**Saved data entries**
== == ==

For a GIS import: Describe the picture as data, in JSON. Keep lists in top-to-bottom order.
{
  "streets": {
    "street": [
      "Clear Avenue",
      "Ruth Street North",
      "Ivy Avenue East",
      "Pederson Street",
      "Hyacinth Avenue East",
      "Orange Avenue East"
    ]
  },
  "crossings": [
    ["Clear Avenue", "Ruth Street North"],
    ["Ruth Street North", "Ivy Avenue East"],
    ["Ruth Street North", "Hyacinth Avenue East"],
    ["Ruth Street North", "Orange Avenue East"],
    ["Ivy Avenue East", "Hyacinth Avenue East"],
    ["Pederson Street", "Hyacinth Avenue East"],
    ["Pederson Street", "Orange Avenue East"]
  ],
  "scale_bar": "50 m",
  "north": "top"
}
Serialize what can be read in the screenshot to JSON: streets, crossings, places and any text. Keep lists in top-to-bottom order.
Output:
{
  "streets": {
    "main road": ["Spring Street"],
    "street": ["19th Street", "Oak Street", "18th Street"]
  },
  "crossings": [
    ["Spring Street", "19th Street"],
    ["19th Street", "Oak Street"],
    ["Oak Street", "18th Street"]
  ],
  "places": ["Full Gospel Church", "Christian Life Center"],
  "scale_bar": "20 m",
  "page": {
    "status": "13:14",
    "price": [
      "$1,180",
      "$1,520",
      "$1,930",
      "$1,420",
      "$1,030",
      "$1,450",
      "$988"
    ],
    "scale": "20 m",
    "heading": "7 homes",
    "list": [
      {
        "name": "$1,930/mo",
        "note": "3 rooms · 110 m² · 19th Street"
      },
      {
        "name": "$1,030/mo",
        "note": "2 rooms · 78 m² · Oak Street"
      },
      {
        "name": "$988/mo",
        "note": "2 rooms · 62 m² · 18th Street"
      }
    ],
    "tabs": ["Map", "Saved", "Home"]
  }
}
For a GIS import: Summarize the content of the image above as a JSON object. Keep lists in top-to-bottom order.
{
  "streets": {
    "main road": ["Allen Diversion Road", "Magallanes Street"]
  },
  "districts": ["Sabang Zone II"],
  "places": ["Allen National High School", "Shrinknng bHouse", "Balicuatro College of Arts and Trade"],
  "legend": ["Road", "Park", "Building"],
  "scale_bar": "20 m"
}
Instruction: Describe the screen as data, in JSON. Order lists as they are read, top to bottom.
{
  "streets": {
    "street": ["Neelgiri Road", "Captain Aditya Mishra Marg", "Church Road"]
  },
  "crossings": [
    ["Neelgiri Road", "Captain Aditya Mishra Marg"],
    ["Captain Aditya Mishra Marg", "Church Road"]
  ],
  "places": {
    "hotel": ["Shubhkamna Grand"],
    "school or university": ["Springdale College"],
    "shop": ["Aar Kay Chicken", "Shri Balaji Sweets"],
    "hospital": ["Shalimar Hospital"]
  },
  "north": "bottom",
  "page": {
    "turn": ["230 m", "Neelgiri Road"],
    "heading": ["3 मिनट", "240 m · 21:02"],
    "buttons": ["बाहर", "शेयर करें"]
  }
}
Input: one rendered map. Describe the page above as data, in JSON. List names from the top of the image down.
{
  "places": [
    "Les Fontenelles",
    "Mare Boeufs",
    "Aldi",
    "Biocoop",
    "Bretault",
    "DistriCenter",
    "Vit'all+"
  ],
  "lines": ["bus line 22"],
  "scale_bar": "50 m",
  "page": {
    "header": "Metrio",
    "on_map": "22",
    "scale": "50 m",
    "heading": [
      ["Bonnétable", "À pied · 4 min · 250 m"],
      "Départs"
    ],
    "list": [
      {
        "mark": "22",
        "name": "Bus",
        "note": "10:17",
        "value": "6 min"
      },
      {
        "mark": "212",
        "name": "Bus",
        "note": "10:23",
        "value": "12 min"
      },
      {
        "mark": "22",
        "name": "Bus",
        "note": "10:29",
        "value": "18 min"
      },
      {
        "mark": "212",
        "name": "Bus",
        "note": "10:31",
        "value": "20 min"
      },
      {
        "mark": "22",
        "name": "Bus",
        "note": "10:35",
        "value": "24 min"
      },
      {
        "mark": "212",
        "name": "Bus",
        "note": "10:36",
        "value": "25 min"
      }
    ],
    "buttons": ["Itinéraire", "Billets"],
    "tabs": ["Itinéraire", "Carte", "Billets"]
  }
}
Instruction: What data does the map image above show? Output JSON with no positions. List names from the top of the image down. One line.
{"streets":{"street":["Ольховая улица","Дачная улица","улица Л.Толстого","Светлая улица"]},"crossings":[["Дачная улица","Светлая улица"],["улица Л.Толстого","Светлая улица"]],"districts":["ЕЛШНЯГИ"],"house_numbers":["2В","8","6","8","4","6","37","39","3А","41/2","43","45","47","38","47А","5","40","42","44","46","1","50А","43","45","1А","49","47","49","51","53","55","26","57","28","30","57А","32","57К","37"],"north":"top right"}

== == ==

Please copy only the lines between the first line of the entries and the line with "Serialize what can", keeping those two end lines as well, exactly as written.

**Response to this task**
For a GIS import: Describe the picture as data, in JSON. Keep lists in top-to-bottom order.
{
  "streets": {
    "street": [
      "Clear Avenue",
      "Ruth Street North",
      "Ivy Avenue East",
      "Pederson Street",
      "Hyacinth Avenue East",
      "Orange Avenue East"
    ]
  },
  "crossings": [
    ["Clear Avenue", "Ruth Street North"],
    ["Ruth Street North", "Ivy Avenue East"],
    ["Ruth Street North", "Hyacinth Avenue East"],
    ["Ruth Street North", "Orange Avenue East"],
    ["Ivy Avenue East", "Hyacinth Avenue East"],
    ["Pederson Street", "Hyacinth Avenue East"],
    ["Pederson Street", "Orange Avenue East"]
  ],
  "scale_bar": "50 m",
  "north": "top"
}
Serialize what can be read in the screenshot to JSON: streets, crossings, places and any text. Keep lists in top-to-bottom order.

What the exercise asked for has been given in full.